What you are asked to do>
Retype the material exactly, ending with the line containing "filter:drop-shadow(2px 0 #444)".

Top of Data provided

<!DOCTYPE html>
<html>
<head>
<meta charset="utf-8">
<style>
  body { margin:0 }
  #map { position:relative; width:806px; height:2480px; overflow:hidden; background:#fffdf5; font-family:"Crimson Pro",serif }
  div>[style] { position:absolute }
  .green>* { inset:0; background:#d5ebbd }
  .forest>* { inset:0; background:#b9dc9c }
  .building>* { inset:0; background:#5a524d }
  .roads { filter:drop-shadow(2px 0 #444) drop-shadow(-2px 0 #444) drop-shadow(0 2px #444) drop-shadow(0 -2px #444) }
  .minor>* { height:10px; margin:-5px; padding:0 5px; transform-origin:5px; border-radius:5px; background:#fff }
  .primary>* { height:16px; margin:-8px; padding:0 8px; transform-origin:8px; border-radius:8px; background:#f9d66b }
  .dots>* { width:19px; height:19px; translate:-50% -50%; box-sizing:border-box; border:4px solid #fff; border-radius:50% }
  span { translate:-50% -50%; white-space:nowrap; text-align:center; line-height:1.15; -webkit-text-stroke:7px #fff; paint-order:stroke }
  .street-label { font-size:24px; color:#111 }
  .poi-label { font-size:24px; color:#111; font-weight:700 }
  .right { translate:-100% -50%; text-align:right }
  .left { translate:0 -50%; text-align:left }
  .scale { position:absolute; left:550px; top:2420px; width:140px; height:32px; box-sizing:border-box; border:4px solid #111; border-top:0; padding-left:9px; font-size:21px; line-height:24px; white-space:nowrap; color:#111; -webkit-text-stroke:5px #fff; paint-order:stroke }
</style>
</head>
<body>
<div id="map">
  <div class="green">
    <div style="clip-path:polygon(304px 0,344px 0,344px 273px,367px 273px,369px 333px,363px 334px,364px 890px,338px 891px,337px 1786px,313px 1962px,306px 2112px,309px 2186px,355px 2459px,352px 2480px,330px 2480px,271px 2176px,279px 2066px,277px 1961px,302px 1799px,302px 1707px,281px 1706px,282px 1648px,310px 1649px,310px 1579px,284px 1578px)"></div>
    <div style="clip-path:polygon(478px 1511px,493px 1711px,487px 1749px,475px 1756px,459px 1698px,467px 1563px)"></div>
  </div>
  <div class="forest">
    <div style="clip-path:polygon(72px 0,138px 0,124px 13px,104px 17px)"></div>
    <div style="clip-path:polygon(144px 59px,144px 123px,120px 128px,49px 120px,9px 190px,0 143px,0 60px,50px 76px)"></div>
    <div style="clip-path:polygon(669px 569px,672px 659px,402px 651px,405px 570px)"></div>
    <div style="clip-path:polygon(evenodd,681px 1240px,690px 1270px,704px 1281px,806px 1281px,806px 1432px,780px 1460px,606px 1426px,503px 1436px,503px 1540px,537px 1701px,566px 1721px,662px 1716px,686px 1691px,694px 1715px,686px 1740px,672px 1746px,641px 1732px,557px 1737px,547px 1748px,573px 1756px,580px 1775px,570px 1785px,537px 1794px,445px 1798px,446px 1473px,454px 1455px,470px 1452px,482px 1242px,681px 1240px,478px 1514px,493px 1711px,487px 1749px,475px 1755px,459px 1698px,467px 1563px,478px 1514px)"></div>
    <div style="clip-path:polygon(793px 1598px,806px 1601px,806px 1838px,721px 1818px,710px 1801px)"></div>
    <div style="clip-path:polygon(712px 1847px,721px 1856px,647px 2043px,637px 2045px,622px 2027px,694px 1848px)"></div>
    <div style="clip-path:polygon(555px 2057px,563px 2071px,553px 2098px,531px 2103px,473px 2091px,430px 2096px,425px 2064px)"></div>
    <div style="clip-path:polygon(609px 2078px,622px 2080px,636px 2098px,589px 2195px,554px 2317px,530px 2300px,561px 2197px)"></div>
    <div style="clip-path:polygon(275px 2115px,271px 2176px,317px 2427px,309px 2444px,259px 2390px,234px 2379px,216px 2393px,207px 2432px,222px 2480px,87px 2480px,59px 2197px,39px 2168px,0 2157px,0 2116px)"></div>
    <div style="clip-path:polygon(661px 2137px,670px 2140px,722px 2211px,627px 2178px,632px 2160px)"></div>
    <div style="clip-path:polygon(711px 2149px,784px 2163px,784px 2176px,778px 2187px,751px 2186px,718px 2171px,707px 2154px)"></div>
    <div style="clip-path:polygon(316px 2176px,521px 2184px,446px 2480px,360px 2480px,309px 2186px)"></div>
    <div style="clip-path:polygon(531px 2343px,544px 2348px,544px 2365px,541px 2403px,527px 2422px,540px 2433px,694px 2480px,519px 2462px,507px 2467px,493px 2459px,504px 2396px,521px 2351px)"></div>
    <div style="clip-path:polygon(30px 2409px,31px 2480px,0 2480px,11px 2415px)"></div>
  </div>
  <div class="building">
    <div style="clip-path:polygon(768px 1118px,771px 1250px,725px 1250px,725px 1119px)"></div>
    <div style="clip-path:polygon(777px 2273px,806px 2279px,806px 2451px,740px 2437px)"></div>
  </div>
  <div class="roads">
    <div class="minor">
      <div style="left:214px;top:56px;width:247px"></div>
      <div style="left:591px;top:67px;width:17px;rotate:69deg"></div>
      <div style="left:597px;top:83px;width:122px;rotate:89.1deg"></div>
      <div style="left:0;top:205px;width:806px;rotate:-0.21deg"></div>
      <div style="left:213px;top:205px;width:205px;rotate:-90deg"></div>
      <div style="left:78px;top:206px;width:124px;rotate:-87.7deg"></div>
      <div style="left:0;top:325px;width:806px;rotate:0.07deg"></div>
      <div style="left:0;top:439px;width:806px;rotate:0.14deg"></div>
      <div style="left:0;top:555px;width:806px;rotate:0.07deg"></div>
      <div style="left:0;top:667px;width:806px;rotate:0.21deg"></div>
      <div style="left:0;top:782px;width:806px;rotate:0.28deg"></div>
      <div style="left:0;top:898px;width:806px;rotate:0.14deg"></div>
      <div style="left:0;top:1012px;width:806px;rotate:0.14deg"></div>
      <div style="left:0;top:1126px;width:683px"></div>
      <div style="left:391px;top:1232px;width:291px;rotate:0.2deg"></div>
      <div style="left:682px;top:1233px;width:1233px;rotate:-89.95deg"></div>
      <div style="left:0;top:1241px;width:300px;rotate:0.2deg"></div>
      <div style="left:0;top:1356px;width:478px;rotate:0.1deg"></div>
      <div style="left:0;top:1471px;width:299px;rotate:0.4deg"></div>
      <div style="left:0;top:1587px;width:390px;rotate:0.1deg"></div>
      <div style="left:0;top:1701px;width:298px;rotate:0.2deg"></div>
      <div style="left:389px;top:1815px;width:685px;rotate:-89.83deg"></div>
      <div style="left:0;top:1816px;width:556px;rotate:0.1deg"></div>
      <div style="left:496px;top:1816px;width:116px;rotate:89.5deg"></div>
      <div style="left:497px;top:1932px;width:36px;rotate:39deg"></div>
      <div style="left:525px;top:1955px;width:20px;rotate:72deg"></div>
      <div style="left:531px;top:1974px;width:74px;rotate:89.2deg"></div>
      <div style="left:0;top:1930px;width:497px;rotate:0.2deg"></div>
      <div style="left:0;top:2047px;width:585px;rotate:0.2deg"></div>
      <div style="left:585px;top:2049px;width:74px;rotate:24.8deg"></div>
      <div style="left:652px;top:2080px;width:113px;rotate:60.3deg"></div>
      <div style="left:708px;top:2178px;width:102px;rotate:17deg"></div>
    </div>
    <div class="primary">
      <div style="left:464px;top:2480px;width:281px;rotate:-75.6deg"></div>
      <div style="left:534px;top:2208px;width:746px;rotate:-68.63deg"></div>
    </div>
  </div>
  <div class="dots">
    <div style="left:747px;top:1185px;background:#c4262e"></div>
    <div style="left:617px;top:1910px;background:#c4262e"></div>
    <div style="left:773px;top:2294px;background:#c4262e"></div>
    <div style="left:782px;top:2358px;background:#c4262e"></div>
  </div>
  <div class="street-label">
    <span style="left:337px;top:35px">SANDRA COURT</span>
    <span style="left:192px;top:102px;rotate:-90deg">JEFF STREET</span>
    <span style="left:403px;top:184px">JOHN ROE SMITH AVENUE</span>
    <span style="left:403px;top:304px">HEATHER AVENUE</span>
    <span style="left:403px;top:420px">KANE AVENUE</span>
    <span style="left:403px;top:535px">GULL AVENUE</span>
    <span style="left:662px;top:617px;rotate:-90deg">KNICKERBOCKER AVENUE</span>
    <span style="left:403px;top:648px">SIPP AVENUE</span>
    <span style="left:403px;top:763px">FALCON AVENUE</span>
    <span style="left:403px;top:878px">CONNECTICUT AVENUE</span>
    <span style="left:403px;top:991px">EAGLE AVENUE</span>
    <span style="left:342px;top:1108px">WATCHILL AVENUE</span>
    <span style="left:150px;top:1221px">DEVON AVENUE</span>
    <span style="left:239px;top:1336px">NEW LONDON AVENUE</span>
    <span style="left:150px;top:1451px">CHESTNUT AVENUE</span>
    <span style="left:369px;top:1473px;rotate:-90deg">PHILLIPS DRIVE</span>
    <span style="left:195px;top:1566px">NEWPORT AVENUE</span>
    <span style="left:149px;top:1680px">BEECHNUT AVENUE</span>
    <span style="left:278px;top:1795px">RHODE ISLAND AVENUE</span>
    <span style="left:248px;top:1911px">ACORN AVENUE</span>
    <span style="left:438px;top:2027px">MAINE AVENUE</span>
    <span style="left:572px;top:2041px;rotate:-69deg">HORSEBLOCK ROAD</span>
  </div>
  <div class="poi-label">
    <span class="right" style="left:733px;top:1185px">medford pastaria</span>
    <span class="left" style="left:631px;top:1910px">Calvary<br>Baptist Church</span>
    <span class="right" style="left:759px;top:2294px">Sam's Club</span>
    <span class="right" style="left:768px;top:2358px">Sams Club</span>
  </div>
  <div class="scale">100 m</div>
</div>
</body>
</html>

Bottom of Data provided

Answer space>
<!DOCTYPE html>
<html>
<head>
<meta charset="utf-8">
<style>
  body { margin:0 }
  #map { position:relative; width:806px; height:2480px; overflow:hidden; background:#fffdf5; font-family:"Crimson Pro",serif }
  div>[style] { position:absolute }
  .green>* { inset:0; background:#d5ebbd }
  .forest>* { inset:0; background:#b9dc9c }
  .building>* { inset:0; background:#5a524d }
  .roads { filter:drop-shadow(2px 0 #444) drop-shadow(-2px 0 #444) drop-shadow(0 2px #444) drop-shadow(0 -2px #444) }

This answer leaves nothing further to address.